Egyptian president Abdel Fattah El Sisi received Saturday two dozen of royal mummies at the National Museum of Egyptian Civilisation in Egypt’s first Islamic capital, al-Fustat, southern Cairo upon their arrival in a historic Golden Parade from the Egyptian Museum at the centre of the Egyptian capital.
A few hours before the arrival of the mummified royals to the new museum, President Sisi said “I look forward to receiving Egypt’s kings and queens with all pride.
“This awe-filled scene is a new testament to the greatness of the Egyptian people who guards this civilisation which is deeply-rooted in history,” the president wrote on Facebook.
The presidential welcome and the road trip of the ancient sovereigns also received huge local and international media attention, thanks to the unprecedented scale of the event.
The 22 ancient Egyptian royal mummies (18 kings and four queens) were carried to the National Museum of Egyptian Civilisation, a $130 million investment whose construction started in 2000, on top of colourful carriages that were manufactured for the purpose of 40-minute royal parade to the new museum.
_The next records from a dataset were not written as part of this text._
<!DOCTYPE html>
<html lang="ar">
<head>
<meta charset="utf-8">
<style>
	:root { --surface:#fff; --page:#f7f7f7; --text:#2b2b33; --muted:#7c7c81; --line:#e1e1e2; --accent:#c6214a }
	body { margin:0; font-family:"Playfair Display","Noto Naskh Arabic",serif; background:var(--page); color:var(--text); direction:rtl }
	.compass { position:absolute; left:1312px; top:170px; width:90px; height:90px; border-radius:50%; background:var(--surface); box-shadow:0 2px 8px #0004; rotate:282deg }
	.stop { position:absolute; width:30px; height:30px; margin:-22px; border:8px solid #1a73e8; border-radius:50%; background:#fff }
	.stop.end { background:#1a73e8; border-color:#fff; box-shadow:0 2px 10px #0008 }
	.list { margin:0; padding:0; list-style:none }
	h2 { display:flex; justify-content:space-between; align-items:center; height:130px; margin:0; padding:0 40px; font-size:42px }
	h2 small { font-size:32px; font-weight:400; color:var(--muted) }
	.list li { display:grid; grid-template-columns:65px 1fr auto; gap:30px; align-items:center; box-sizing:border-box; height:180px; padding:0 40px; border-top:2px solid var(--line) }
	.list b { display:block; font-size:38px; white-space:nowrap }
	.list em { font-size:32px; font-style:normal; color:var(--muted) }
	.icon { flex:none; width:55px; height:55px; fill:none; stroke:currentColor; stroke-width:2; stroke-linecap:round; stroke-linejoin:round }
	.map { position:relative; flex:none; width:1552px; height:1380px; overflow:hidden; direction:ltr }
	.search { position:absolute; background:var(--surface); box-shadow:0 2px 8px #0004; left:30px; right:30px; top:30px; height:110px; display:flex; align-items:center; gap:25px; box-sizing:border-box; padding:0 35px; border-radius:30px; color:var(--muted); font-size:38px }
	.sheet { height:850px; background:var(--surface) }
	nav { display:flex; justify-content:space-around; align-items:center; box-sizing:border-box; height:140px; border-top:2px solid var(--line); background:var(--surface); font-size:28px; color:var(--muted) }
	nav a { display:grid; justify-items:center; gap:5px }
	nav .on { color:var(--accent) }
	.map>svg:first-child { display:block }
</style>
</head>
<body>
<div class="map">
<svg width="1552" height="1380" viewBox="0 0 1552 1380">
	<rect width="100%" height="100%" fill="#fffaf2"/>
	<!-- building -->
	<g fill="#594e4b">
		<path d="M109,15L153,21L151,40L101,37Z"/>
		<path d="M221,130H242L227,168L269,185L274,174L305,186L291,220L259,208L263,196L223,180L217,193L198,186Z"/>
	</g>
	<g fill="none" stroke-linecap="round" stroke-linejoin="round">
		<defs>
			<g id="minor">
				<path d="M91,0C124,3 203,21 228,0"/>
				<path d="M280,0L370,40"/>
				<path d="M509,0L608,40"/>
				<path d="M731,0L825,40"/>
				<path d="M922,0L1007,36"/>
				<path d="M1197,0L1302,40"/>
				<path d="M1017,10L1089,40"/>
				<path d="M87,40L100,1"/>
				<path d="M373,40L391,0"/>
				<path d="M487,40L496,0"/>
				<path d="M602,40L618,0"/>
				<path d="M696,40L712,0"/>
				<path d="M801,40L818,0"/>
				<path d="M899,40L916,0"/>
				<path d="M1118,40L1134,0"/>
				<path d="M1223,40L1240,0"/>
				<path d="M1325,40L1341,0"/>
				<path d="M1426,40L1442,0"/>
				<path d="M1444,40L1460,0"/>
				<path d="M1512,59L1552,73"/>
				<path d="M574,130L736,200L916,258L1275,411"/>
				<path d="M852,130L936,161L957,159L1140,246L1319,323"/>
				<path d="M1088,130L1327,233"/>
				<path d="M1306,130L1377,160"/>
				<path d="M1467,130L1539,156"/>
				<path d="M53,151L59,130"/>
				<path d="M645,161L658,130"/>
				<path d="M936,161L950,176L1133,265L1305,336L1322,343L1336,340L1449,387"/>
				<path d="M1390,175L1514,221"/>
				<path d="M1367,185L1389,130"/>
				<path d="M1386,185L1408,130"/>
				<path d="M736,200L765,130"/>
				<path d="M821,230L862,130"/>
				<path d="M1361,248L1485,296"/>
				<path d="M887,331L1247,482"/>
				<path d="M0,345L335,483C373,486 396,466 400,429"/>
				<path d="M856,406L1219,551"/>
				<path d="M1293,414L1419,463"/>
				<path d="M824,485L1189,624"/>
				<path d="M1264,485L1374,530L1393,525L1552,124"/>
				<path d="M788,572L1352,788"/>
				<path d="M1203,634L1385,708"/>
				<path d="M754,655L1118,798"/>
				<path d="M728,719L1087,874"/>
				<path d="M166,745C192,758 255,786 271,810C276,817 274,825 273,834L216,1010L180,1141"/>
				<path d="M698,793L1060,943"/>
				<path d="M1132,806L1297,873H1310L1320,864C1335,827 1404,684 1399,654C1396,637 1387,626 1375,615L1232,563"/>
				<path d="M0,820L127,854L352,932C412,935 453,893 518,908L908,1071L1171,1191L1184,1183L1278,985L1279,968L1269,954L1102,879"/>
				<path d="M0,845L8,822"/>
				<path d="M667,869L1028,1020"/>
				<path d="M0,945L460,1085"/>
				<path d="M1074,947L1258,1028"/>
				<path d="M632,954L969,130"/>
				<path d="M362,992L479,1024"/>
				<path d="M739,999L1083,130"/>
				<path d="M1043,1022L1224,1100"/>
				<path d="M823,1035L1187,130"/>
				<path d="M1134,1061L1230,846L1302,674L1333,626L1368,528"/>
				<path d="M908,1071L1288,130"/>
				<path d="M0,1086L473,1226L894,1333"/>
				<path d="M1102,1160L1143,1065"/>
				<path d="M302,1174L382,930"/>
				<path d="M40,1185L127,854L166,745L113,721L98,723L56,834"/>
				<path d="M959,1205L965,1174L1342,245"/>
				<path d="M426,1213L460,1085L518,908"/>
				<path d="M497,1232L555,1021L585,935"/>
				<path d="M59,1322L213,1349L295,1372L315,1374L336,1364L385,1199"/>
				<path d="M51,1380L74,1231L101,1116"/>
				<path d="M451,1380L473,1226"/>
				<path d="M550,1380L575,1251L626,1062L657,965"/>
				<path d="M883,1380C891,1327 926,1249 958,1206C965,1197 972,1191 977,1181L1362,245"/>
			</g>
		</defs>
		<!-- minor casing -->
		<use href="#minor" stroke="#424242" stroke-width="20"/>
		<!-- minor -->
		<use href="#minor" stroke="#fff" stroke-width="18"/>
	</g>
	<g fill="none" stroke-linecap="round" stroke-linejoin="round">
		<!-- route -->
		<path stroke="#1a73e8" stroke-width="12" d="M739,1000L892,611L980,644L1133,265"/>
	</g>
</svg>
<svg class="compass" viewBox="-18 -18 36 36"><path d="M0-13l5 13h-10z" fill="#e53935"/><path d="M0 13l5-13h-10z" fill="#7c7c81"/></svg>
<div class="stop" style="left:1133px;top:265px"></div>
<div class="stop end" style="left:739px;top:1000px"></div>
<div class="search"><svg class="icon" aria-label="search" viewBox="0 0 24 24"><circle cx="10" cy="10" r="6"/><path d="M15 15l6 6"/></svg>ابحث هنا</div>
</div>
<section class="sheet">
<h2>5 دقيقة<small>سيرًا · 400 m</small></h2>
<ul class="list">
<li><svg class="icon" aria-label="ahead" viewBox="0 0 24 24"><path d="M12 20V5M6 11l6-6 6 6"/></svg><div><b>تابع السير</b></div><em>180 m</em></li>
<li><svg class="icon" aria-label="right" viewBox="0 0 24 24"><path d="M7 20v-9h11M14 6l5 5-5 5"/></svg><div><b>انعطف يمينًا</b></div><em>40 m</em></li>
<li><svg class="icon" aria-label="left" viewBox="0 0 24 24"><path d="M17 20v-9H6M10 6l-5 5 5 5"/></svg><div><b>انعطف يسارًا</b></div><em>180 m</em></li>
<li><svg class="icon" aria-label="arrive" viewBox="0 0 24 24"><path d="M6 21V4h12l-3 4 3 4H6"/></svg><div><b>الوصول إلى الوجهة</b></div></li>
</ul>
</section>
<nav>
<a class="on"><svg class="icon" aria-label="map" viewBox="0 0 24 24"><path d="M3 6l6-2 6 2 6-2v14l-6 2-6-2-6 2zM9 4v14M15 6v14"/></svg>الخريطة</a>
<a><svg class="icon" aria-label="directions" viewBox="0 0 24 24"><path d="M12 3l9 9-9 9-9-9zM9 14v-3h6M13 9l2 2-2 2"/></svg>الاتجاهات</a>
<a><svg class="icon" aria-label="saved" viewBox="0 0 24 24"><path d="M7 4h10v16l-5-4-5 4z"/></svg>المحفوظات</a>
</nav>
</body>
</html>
Inside the museum, the ancient sovereigns, which had been exhibited inside the Egyptian Museum for almost 120 years before they rose from their sarcophagi for the journey to their new home, will be exhibited inside the Hall of the Mummies, which was also designed to accommodate the high-profile guests.
The mummies were placed inside glass boxes full of nitrogen to make conditions during the parade similar to original conditions inside the Egyptian Museum.
The name of each royal was written on the carriage carrying it and they got out of the Egyptian Museum in order and style from the older to the younger.
This was the largest number of mummified remains of ancient Egyptian royals to be transported from one place to another inside Egypt.
The road parade of the mummies exuded history and charm as the vehicles carrying the mummified sovereigns travelled along the road to the new home of the royals.
The transported mummies included this of Seqenenre Tao who ruled over the last of the local kingdoms of the Theban region of Egypt in the 17th Dynasty during the Second Intermediate Period.
They also included the mummy of Amenhotep I, a king of the 18th Dynasty, who was the first to separate his mortuary temple from his tomb, and Ramses II, the third pharaoh of the 19th Dynasty.
They also included the mummies of Ahmose-Nefertari, Thutmose I, Thutmose II, Hatshepsut, Thutmose III, Amenhotep II, Thutmose IV, Amenhotep III, Seti I, and Merenptah.
A large number of high-profile foreign officials arrived in the Egyptian capital in the past few days to be part of this great cultural event.
They included Greek Minister of Tourism Haris Theoharis, Secretary-General of the World Tourism Organisation Zurab Pololikashvili, and UNESCO Director-General Audrey Azoulay.
The Ministry of Tourism and Antiquities said yesterday that visitors can have an unfettered peek into the mummies inside the Hall of Mummies as of April 18.
The 22 mummies in the parade were discovered in two cachettes. The first was unearthed in 1881 at Deir el-Bahari in Luxor’s West Bank in tomb TT320.
The second cachet was found in a chamber in the tomb of King Amenhotep II (KV 35) by French Egyptologist Victor Loret in 1898, at the Valley of the Kings in Luxor.